De l’âge d’or à l’âge de fer
Il semble également que la France ne se soit toujours pas remise de la fin des 30 Glorieuses. Le souvenir de cette période confortable, révolue depuis près de quatre décennies, nous hante toujours avec nostalgie. Cette parenthèse exceptionnelle, avec 5% de croissance annuelle à la clé, ne constituait pourtant, selon les économistes, qu’un rattrapage des États-Unis. Notre médiocre croissance depuis les années 1970 correspond davantage aux standards.
Cette performance économique nous consolait en quelque sorte de notre déclassement mondial, consécutif à la succession de défaites depuis deux siècles : le double effondrement de l’empire napoléonien, la guerre de 1870, la débâcle de 1940 et les guerres coloniales. La victoire de 1918, si douloureusement arrachée à l’ennemi et celle de 1945, où la France a joué un rôle plus secondaire, n’ont que partiellement redoré le blason. Ce lourd passif imprègne dans les esprits un constat sans cesse rappelé par les « élites » mondialisées : la France compte désormais pour quantité négligeable dans le monde. Cela expliquerait le fossé entre la perception si négative de la situation du pays et celle, plutôt optimiste, de sa situation personnelle.

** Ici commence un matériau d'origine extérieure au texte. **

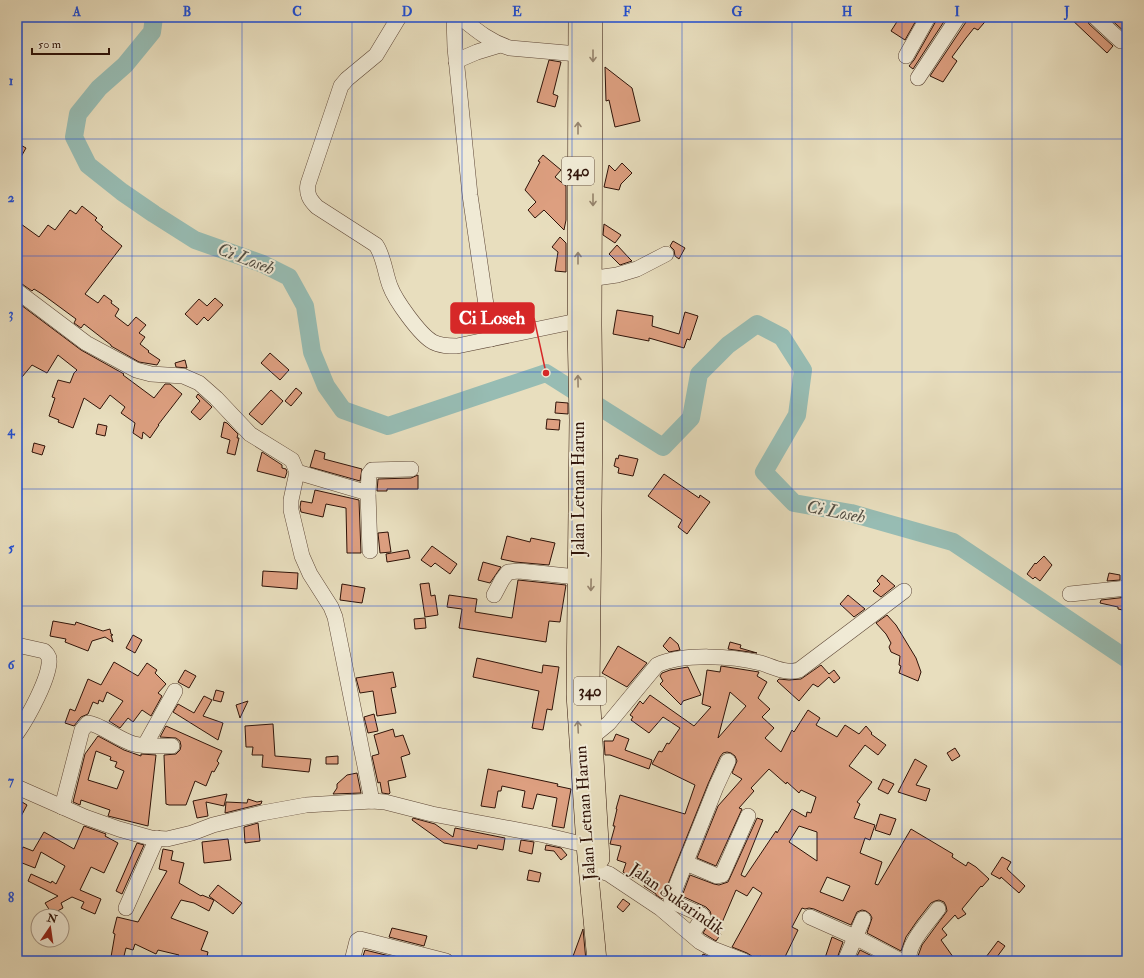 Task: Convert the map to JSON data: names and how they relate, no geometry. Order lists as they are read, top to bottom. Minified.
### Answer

Un peuple pourtant heureux
La noirceur du tableau dressé ne doit pas occulter le vitalité française révélée par son taux de natalité français, sensiblement plus élevé que dans les autres pays européens (Irlande exceptée). Par ailleurs, le pessimisme des Français ne les rend pas pour autant dépressifs. Bien au contraire, une immense majorité d’entre eux (91%) se déclarent ainsi très ou assez heureux. Des données qui rendent déjà plus optimistes.